The Regulatory Review recently featured two student pieces concerning the leaked Supreme Court draft opinion on abortion rights.
Alana Sheppard L’22 and Karis Stephen L’23 recently published essays in The Regulatory Review that explain and explore some of the issues surrounding the leaked draft opinion in Dobbs v. Jackson Women’s Health Organization, an abortion case currently before the Supreme Court.

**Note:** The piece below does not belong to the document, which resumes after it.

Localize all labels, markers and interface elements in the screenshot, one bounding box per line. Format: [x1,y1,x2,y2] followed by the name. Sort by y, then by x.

In “Protecting Abortion Post-Roe,” Sheppard, Senior Editor, outlines in a synopsis essay several policy suggestions for federal and state governments to protect abortion rights that had been presented in a Center for American Progress report by Jamille Fields Allsbrook and Nora Ellman:
Allsbroook and Ellmann insist that in the absence of continued constitutional protection of abortion rights, they must be enacted into statutory law by state and federal lawmakers.
They encourage Congress and state lawmakers to codify the right to get an abortion and go beyond Roe, which they describe as establishing a minimum floor for abortion rights. They emphasize that state lawmakers should not wait for federal law before enacting these policies, whether through “legislation, ballot initiatives, or constitutional amendments.”

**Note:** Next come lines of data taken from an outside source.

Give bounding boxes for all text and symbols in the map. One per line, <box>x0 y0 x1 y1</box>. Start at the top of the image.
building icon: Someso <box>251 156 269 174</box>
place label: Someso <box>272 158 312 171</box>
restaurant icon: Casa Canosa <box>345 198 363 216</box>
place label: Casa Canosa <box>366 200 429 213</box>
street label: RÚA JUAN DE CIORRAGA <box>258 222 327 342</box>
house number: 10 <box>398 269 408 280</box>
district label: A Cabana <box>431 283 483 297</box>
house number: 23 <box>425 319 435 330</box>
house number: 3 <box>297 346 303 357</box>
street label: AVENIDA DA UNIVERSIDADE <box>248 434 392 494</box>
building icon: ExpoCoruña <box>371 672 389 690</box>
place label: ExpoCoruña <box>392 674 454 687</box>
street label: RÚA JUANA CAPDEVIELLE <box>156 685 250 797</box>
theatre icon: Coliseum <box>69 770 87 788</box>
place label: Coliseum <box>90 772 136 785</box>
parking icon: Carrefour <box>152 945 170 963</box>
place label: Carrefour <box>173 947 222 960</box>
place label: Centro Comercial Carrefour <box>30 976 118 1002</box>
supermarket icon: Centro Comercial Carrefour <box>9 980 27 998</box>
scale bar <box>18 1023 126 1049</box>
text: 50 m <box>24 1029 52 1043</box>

Lawmakers can further strengthen the right to an abortion by enacting laws that prohibit unnecessary restrictions on abortion care, such as the Women’s Health Protection Act, a bill introduced in the 116th Congress.

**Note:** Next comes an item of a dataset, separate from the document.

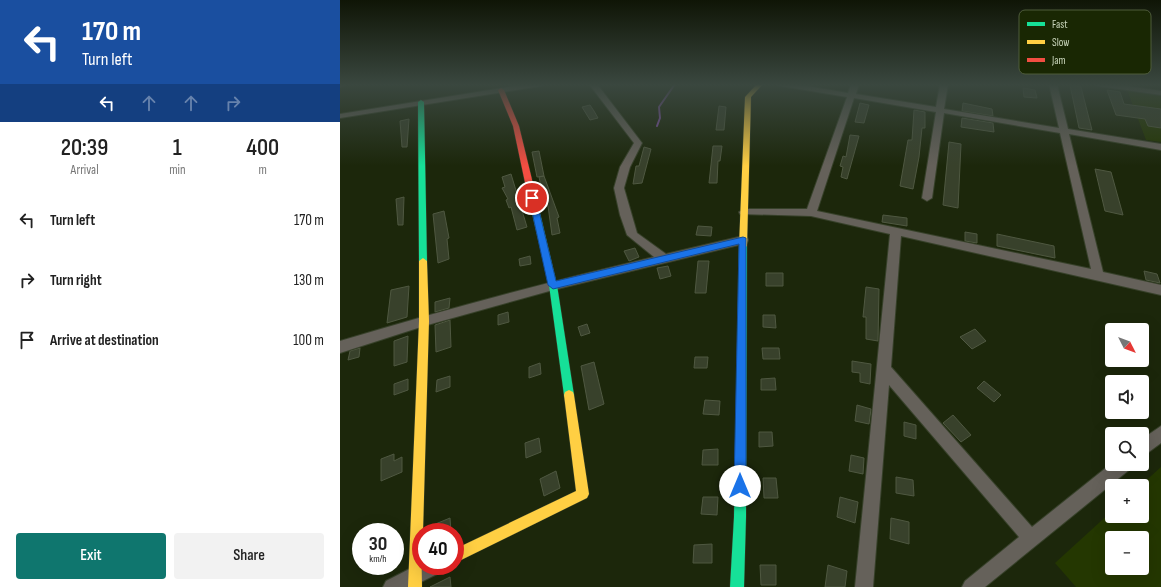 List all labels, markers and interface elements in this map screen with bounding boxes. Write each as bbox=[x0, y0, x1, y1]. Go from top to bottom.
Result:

Even if legislation protects the right to abortion, Allsbrook and Ellmann contend that courts will play a significant role in assessing the validity and necessity of abortion restrictions. They urge policymakers to prioritize appointing judges with a diverse range of identities and with a history of supporting abortion rights.
In “Aborting the Right to Abortion,” Stephen, The Review’s Community Editor, explains in a news story the significance of the draft opinion:
In his draft opinion, Justice Alito calls Roe “egregiously wrong from the start” and an “abuse of judicial authority.”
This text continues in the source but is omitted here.